Start of DATASET RECORDS

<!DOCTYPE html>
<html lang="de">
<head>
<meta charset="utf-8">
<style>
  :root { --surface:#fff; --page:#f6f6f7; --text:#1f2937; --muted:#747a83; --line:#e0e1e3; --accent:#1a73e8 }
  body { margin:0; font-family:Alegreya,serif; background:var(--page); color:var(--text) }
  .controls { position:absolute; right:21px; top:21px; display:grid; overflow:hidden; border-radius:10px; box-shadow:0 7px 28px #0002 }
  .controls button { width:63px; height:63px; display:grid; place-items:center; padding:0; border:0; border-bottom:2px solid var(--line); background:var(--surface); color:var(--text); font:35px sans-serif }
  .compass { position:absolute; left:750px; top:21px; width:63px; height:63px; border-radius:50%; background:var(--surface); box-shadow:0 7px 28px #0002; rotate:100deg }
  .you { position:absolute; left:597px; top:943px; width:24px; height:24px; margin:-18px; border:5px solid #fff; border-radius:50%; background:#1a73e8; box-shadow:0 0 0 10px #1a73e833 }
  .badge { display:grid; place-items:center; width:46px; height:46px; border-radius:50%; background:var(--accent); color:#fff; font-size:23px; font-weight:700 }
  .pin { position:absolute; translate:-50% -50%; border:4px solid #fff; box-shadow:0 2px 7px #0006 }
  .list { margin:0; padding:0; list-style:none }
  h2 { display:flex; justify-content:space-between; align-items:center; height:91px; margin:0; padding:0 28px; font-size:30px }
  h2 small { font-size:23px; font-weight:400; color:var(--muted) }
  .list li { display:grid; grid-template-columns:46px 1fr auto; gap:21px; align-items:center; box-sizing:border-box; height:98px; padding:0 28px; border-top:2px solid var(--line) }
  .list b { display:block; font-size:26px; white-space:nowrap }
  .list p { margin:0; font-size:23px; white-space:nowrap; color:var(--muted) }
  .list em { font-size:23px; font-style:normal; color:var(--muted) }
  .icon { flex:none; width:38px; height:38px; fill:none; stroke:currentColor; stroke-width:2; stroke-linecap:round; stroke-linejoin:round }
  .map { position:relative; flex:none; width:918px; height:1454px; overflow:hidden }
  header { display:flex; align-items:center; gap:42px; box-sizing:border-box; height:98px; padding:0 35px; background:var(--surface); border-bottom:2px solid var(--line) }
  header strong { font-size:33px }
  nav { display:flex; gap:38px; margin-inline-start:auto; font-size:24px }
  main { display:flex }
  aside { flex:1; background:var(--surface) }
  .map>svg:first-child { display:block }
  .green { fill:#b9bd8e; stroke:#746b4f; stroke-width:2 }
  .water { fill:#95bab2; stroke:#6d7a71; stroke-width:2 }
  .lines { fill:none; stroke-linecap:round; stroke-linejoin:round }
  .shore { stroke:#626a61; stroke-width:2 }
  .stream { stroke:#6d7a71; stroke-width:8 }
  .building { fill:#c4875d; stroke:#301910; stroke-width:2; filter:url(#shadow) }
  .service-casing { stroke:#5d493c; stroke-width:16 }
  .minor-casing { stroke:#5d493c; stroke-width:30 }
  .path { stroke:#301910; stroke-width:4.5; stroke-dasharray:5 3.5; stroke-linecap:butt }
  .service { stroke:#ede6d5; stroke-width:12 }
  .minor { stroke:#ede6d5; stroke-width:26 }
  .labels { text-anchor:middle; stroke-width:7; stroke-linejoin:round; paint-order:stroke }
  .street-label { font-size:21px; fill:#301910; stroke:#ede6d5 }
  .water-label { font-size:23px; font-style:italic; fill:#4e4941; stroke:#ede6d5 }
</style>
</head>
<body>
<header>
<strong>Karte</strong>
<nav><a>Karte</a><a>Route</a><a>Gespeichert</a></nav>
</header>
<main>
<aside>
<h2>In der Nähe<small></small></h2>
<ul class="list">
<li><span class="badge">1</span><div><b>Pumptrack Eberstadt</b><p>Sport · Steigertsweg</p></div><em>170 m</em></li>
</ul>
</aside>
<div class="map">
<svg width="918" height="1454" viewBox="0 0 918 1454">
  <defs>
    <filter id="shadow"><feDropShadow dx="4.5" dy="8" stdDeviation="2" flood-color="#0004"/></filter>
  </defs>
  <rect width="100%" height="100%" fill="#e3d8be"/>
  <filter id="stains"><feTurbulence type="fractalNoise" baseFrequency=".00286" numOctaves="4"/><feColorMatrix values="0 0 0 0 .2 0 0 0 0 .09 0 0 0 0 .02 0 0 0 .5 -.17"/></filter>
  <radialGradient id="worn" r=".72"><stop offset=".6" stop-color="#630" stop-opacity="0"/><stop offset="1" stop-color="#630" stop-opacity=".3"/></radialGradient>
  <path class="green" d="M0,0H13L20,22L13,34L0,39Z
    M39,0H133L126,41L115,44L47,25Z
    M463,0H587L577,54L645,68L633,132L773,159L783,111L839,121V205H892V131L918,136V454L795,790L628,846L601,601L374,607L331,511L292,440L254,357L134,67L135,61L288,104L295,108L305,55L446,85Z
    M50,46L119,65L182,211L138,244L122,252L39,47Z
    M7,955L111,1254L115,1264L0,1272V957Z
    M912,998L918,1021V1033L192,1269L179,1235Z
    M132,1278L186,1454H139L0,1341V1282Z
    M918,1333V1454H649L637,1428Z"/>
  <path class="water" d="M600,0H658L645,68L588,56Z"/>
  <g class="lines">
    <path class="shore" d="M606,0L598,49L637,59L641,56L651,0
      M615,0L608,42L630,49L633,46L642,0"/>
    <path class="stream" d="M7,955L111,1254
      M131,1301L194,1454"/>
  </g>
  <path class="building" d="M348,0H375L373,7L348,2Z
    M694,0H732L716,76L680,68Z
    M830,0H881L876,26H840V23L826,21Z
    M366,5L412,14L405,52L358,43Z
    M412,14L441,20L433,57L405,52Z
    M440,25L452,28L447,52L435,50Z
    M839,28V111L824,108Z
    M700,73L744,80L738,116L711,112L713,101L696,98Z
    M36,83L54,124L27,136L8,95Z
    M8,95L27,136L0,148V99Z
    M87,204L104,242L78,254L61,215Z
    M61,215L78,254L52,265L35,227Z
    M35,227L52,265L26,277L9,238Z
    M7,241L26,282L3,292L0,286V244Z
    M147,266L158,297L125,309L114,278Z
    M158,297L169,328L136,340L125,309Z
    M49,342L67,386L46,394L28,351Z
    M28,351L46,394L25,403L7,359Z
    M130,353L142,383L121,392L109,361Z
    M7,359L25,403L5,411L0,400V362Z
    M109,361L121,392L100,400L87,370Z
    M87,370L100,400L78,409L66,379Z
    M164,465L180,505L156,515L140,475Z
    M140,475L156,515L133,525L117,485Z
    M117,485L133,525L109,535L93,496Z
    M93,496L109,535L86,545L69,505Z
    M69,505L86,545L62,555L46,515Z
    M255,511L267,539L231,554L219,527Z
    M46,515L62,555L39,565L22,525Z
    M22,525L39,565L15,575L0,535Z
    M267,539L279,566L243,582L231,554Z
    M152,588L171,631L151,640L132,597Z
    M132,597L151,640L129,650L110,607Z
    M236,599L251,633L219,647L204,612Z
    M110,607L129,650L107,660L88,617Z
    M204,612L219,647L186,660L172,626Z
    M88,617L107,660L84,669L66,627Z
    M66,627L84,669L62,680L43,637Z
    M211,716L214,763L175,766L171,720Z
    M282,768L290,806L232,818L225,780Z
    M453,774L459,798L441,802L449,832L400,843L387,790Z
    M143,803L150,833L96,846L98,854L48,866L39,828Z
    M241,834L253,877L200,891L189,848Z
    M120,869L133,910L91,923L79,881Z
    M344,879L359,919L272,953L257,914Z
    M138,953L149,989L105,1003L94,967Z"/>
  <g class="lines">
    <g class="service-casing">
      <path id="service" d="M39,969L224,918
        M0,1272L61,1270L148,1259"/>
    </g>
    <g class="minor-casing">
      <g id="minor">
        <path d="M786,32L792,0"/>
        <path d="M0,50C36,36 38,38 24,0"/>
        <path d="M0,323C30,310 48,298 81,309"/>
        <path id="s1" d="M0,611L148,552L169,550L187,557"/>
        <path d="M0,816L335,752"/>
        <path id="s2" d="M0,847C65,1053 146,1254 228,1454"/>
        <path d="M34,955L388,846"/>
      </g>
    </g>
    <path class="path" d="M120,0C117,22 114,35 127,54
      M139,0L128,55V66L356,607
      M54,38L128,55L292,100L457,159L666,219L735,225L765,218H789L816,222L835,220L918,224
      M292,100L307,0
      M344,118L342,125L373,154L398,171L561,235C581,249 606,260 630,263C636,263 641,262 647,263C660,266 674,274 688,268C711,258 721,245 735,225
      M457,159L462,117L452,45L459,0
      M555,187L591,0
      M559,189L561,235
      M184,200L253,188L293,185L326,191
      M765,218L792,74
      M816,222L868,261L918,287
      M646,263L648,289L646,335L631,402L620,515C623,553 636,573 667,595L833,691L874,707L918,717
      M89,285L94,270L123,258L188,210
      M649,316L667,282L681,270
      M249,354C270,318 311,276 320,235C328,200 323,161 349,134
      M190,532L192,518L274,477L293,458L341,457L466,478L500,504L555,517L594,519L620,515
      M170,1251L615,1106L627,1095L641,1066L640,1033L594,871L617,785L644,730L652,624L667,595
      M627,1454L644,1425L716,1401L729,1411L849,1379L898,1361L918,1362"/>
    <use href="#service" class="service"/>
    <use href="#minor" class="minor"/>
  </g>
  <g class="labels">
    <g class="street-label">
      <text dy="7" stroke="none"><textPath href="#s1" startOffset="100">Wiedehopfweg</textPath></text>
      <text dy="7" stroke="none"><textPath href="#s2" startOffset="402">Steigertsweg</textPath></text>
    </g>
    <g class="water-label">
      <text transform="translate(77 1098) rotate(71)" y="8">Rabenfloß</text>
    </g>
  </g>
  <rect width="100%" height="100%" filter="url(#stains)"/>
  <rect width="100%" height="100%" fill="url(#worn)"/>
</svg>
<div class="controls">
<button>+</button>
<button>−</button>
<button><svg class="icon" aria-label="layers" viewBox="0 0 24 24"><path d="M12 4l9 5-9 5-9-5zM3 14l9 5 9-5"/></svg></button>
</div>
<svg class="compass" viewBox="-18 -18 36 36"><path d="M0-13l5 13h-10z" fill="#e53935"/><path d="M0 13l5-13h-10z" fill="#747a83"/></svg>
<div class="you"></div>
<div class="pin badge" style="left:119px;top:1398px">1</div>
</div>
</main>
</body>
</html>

End of DATASET RECORDS

ASSIGNED TASK ::
Return only the part of the records above that opens with the line containing "position:absolute; left:750px; top:21px;" and closes with the line containing "display:block; font-size:26px; white-space:nowrap", ends included.

EXERCISE SOLUTION ::
  .compass { position:absolute; left:750px; top:21px; width:63px; height:63px; border-radius:50%; background:var(--surface); box-shadow:0 7px 28px #0002; rotate:100deg }
  .you { position:absolute; left:597px; top:943px; width:24px; height:24px; margin:-18px; border:5px solid #fff; border-radius:50%; background:#1a73e8; box-shadow:0 0 0 10px #1a73e833 }
  .badge { display:grid; place-items:center; width:46px; height:46px; border-radius:50%; background:var(--accent); color:#fff; font-size:23px; font-weight:700 }
  .pin { position:absolute; translate:-50% -50%; border:4px solid #fff; box-shadow:0 2px 7px #0006 }
  .list { margin:0; padding:0; list-style:none }
  h2 { display:flex; justify-content:space-between; align-items:center; height:91px; margin:0; padding:0 28px; font-size:30px }
  h2 small { font-size:23px; font-weight:400; color:var(--muted) }
  .list li { display:grid; grid-template-columns:46px 1fr auto; gap:21px; align-items:center; box-sizing:border-box; height:98px; padding:0 28px; border-top:2px solid var(--line) }
  .list b { display:block; font-size:26px; white-space:nowrap }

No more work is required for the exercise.